Localisation and finite-size effects in graphene flakes

TL;DR

This paper demonstrates that disordered graphene exhibits electron localization at all energies for sufficiently large samples, clarifying the role of finite-size effects and sample dimensions in observing localization phenomena.

Contribution

The study reveals that graphene flakes of about 200 nm or larger are necessary to observe Anderson localization, highlighting the importance of finite-size effects in experimental and theoretical analyses.

Findings

Electron states are localized at all energies for disorder as small as 1/6 of the band width.

Samples smaller than 200 nm show extended or critical states due to large wave function extent.
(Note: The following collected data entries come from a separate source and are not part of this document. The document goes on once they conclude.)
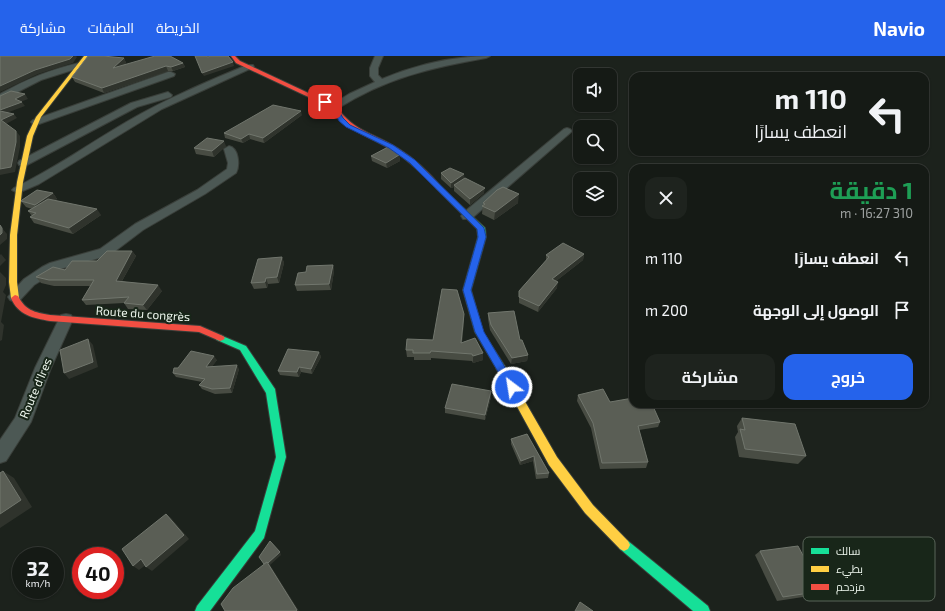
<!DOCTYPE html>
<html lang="ar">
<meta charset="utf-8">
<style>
:root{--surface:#151a15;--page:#1e231e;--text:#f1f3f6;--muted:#9da1a0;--line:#343834;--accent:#2563eb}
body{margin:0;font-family:"Exo 2",Cairo,sans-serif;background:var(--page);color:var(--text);direction:rtl;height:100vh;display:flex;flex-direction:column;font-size:15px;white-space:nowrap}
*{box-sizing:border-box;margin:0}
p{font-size:13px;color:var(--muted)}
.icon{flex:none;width:22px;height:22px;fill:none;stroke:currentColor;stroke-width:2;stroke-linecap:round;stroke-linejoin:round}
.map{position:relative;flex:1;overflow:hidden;direction:ltr}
.side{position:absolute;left:629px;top:108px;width:300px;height:244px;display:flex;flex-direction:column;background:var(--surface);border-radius:12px;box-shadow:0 1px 3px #0004,0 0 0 1px var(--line);direction:rtl}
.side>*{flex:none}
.top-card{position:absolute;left:629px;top:16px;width:300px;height:84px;border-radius:12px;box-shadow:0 1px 3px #0004,0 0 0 1px var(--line);direction:rtl;background:#151a15;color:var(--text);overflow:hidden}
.tools{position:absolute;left:573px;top:12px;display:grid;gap:8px}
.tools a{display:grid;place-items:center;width:44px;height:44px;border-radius:8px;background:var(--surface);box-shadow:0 1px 3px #0004,0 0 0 1px var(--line);font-size:20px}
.speed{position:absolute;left:12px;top:491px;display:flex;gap:8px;font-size:20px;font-weight:700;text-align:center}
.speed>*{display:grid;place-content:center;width:52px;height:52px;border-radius:50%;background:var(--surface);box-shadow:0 1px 3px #0004,0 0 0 1px var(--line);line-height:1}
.speed small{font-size:10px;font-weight:400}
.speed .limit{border:6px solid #d22;background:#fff;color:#111}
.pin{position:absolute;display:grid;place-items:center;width:34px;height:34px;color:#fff;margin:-17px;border-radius:8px;box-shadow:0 2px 6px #0006}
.me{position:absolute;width:44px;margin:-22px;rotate:329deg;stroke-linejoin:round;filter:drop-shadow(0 0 3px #0008)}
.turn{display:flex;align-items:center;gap:14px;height:84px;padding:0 16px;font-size:18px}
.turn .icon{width:52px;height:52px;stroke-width:2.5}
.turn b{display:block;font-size:28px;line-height:34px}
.round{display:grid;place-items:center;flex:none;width:42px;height:42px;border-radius:12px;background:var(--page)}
.headline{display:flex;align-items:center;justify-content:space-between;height:68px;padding:0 16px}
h1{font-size:24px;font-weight:700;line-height:30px;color:#1e9e55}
.cta{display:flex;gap:8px;margin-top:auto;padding:8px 16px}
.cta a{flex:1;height:46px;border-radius:12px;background:var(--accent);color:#fff;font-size:16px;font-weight:700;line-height:46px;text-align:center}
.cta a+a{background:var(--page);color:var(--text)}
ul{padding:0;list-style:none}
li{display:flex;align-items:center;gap:12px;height:52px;padding:0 16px}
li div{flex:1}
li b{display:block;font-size:15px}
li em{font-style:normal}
header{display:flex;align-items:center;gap:24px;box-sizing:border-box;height:56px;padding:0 20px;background:var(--accent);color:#fff}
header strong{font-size:19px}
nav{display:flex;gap:22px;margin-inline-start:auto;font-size:14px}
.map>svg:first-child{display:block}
</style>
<header>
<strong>Navio</strong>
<nav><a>الخريطة</a><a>الطبقات</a><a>مشاركة</a></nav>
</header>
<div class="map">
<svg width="945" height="555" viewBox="0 0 945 555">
<rect width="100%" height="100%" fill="#1c221c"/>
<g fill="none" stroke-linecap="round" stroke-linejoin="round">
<g stroke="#3a3f3a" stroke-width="2">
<g id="street">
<path d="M375,0H383L378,12V19L382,23C415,9 454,0 490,0L486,2C430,12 386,22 337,53H331L329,51L331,49L349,38L375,26L370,20V12Z"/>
<path d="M79,7L83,9L82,11L41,24L0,45V38C25,24 51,13 79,7Z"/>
<path d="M247,9H253L254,11L162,53L39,128L18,137L12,134L14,132C54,113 90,87 128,65C166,43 206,26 247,9Z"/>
<path d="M168,16H171L175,18L174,20L39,68H33L31,66L33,64Z"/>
<path d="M168,36L172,39L171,41L137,51L27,109H19L18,107L19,105L131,47Z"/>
<path d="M567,72L570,73L572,75L570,77L471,163H463L461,160L463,157L564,73Z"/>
<path d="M229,90C239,92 240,110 236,117L205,138L143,174L110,199L60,213L34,229L20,244L15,246L10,244L8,241L24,223L42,211L50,207L100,193L135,168L197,134L227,113L228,107L224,93Z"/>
<path d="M66,258L71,259L73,263L51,312L31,366L6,405L0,407V384L15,362L35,312L59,263L61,259Z"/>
</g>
</g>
<g stroke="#3a3f3a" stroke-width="2">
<g id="fast">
<path d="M439,130L441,131L485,172L486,181L471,234L483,276L504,309L506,312L504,315H498L475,276L463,234L478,181L477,173L436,132Z"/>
<path d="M220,279L246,290L275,333L286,401L264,482L210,555H195L197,550L255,475L276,401L266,337L240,294L217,284L215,282L217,280Z"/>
<path d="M624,483L628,485L708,550L710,555H693L620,493L618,489L620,485Z"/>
</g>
</g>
<g stroke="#3a3f3a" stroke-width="2">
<g id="slow">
<path d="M84,0H88L41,61L33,80L23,126L17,179V226L19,242L15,245L11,242L9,226L10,179L17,126L27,80L36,61Z"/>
<path d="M501,308L504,309L557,401L593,449L628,485L630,489L628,493L624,495L620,493L585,457L549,409L496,312L498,309Z"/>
</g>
</g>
<g stroke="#3a3f3a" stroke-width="2">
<g id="jam">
<path d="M231,0H235L240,5L336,50C355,77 373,76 399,93C415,103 430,117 442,132L439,134L437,133C424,120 411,106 395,96C370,79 350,79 332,52L236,7Z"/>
<path d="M15,239L18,240C26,255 34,256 50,259L200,270L223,280L225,282L223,284L220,285L199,276L50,265C33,262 18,259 11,242Z"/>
</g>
</g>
<use href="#street" fill="#4c5854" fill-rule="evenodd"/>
<use href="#fast" fill="#16e098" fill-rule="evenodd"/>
<use href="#slow" fill="#ffcf43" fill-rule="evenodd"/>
<use href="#jam" fill="#f24e42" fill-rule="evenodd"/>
</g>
<g fill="#484c43">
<path d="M124,2L126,7L123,9L183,7L185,11L173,15H168L104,37L75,26L72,21Z"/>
<path d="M302,59L264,87L250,83L243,87L225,82L224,77Z"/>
<path d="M226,90L214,101L196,98L194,92Z"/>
<path d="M399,99L400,105L387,112L372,105L371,100Z"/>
<path d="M441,117L465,123L484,137L470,149L454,135V131L451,132L441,123Z"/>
<path d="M53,137L57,143L55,144L101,159L73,178L34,167L30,161L32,160L28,155L32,153L26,151L21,145Z"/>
<path d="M483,147H518L494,164L482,158Z"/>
<path d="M132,195L136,200L122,225L162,235L147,254L128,253L124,247L86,249L82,244L90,230H54L41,227L36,221L97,205Z"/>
<path d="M584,198L583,204L556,225L557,232L538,256L519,247V235L546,205V199Z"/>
<path d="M282,201L284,207L279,227L268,228L267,232L254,233L251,227Z"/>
<path d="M333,209L334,215L331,234L297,235L295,229L306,216Z"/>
<path d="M488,257L520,284L528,299L527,305L511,308L490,274L488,263Z"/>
<path d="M464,258V265L462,287L483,304L473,307L472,305L431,302V304H414V301H407L406,294L433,284Z"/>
<path d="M633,287V301L628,299Z"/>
<path d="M319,296L321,301L312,318L301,316L299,321L280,319L278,315Z"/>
<path d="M217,304L212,310L239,313L232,337L215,338L202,333L199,329L202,326L176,321L173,317L178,312Z"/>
<path d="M491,335V341L485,364L445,357V352Z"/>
<path d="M578,339L660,366L658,371L639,374L648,406L646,412L600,413L591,372L577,345Z"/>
<path d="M742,362L806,400L798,408L739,401L735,381L738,376L737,370Z"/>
<path d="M527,378L549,417L548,422L536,423L533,405L520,409L511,388V383Z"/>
<path d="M760,495L822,535L816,539L777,545L755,499Z"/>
</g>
<g fill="#2f332c">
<path d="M73,0H76L77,1L73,7L38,18L0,36V30L35,14Z"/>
<path d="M124,2L126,7L115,17L113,12Z"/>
<path d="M233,6L234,10L204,20L202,17Z"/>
<path d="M183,7L185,11L173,15L171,11Z"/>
<path d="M166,10L168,15L104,37L102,32Z"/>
<path d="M25,38L28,43L18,47L15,43Z"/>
<path d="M22,46L25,50L1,59L0,58V54Z"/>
<path d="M301,55L302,59L264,87L263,82Z"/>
<path d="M14,58L17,62L4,69L1,64Z"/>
<path d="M16,75L20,80V91L15,116L0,119V113Z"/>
<path d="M249,78L250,83L243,87L241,83Z"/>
<path d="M224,85L226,90L214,101L212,95Z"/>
<path d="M399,99L400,105L387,112L386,107Z"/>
<path d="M464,118L465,124L454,129V131L451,132V127Z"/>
<path d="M485,132L484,137L470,149V143Z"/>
<path d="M53,137L57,143L40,154L35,149Z"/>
<path d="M519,138L518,147L494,164L495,156Z"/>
<path d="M97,153L101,159L73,178L69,172Z"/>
<path d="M2,172L7,178V183L0,189V179Z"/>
<path d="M132,195L136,200L119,230L116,225Z"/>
<path d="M1,198L6,204L0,210V199Z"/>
<path d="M584,198L583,204L551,229L552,223Z"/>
<path d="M282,201L284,207L279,227L277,221Z"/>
<path d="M333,209L334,215L331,234L329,228Z"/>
<path d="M0,216L6,222V229L3,236L6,239L1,266L4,269L2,284L0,285Z"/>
<path d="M266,222L268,228L267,232L265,226Z"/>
<path d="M558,226L557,232L538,256L539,250Z"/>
<path d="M158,229L162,235L147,254L143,249Z"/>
<path d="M464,258V265L461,294V287Z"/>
<path d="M88,283L93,289L98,311L69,323L64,317Z"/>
<path d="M319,296L321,301L312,318L311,313Z"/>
<path d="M483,297V304L473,307V300Z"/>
<path d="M528,299L527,305L511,308L512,302Z"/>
<path d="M214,300L217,304L209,315L206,311Z"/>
<path d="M237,309L239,313L232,337L230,332Z"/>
<path d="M299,311L301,316L299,321L297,316Z"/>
<path d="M491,335V341L485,364V359Z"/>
<path d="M534,400L533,405L520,409L521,405Z"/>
<path d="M3,415L14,422L32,451L0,472V458Z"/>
<path d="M166,458L171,462L189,483L152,515L146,511Z"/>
<path d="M280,496L281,499L270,509L299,555H296L265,509Z"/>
<path d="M141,503L147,508L139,514L133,510Z"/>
</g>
<g fill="#5a5e55" stroke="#71766d">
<path d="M0,0H73L70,3L35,14L0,30Z"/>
<path d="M88,0H103L124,2L113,12L155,0H170L183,7L171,11L166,10L102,32L72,21Z"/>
<path d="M195,0H206L208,1L210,0H228L233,6L202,17Z"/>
<path d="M11,35L25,38L15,43L22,46L0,54V40Z"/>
<path d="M273,49L301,55L263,82L249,78L241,83L224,77Z"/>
<path d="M0,55L14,58L1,64L16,75V86L11,111L0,113Z"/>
<path d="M207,82L224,85L212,95L194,92Z"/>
<path d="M388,91L399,99L386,107L371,100Z"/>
<path d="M450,112L464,118L451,127L441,117Z"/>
<path d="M465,122L485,132L470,143L454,129Z"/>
<path d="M503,131L519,138L495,156L482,150L485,148L483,147L497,134Z"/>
<path d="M37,134L53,137L35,149L21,145L22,144Z"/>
<path d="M48,143L97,153L69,172L30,161L36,157L28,155Z"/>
<path d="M0,169L2,172V177L0,179Z"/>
<path d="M563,187L584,198L552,223L558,226L539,250L519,241V235L549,201L546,199Z"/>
<path d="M107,195H132L116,225L158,229L143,249L124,247L129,241L82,244L94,224H49L36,221L53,211L65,214L72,205H97Z"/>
<path d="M282,201L277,221L266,222L265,226L251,227L258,203Z"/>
<path d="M333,209L329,228L295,229L298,217L306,216L307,210Z"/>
<path d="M442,233L457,234L464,258L461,287L475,282L483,297L473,300L472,298L431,295L430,297H413V294H406L407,283L433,284Z"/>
<path d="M514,255L520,284H522L528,299L512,302L491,269L488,257Z"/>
<path d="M88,283L93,306L64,317L60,294Z"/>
<path d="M633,287V295L630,294Z"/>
<path d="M288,293L319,296L311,313L299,311L297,316L278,315Z"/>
<path d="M191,295L214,300L206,311L237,309L230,332L212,333L199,329L205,323L173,317L174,312H178Z"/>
<path d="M452,328L491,335L485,359L445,352Z"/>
<path d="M603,333L610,346L633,342V348H652L660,366L638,370L648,406L602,407L593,367L578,339Z"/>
<path d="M742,362L795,368L806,400L745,393L740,373L745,374Z"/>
<path d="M527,378L549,417L537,418L534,400L521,405L511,383Z"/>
<path d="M3,415L21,444L0,458V417Z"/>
<path d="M166,458L184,479L146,511L141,503L133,510L122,493Z"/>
<path d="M270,485L280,496L268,507L267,506L264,508L259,501Z"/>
<path d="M798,490L822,535L783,541L760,495Z"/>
<path d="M267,506L297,554L296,555H225L221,548L233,532Z"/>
<path d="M580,546L593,555H575Z"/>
</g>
<path fill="#2563eb" stroke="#184099" d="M325,45L336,50L343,62L350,69L393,89L415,104L484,172L486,181L471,234L484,276L515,328L517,331L515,333H508L475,276L463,234L478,181L477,173L410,107L389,92L346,71L339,65L332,52L323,47L322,46Z"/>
<g text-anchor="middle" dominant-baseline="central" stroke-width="4" stroke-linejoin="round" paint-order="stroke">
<g font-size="12" fill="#ecf5ec" stroke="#182619">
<text transform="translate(143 257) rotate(4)">Route du congrès</text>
<text transform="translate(35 332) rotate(-67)">Route d'Ires</text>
</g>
</g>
<rect x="803" y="481" width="132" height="64" rx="6" fill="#182619" stroke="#586458" stroke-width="1"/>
<rect x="811" y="492" width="18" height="6" fill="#16e098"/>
<rect x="811" y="510" width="18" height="6" fill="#ffcf43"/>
<rect x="811" y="528" width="18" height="6" fill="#f24e42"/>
<g font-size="11" fill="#ecf5ec">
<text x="836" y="499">سالك</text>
<text x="836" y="517">بطيء</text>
<text x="836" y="535">مزدحم</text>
</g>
</svg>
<div class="tools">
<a><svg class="icon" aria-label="sound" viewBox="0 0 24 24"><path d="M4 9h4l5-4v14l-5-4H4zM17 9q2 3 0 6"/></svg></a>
<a><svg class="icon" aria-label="search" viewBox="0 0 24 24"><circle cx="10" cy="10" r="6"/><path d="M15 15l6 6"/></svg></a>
<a><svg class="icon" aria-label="layers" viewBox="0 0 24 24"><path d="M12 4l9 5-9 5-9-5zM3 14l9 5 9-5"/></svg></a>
</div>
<div class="speed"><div>32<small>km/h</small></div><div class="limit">40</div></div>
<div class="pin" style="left:325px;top:46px;background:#d93025"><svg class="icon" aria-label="arrive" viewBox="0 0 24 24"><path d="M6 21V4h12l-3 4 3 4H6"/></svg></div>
<svg class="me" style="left:512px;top:331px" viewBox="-20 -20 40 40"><circle r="17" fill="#2563eb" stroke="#fff" stroke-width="3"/><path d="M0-11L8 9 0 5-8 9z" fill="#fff"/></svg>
<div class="top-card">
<div class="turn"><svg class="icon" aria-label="left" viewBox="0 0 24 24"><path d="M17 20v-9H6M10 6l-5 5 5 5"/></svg><div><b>110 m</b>انعطف يسارًا</div></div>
</div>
<section class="side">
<div class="headline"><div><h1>1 دقيقة</h1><p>310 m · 16:27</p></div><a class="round"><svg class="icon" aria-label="close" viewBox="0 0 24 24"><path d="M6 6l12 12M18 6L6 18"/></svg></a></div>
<ul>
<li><svg class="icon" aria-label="left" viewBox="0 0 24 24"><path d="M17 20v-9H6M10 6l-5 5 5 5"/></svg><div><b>انعطف يسارًا</b></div><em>110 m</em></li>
<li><svg class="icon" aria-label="arrive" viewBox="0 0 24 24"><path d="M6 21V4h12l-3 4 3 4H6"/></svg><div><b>الوصول إلى الوجهة</b></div><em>200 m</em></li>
</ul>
<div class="cta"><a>خروج</a><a>مشاركة</a></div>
</section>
</div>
Finite-size effects explain divergent results in previous studies of graphene localization.

Abstract

We show that electron states in disordered graphene, with an onsite potential that induces inter-valley scattering, are localised for all energies at disorder as small as 1/6 of the band width of clean graphene. We clarify that, in order for this Anderson-type localisation to be manifested, graphene flakes of size of approximately 200 x 200 nm^2 or larger are needed. For smaller samples, due to the surprisingly large extent of the electronic wave functions, a regime of apparently extended (or even critical) states is identified. Our results complement earlier studies of macroscopically large samples and can explain the divergence of results for finite-size graphene flakes.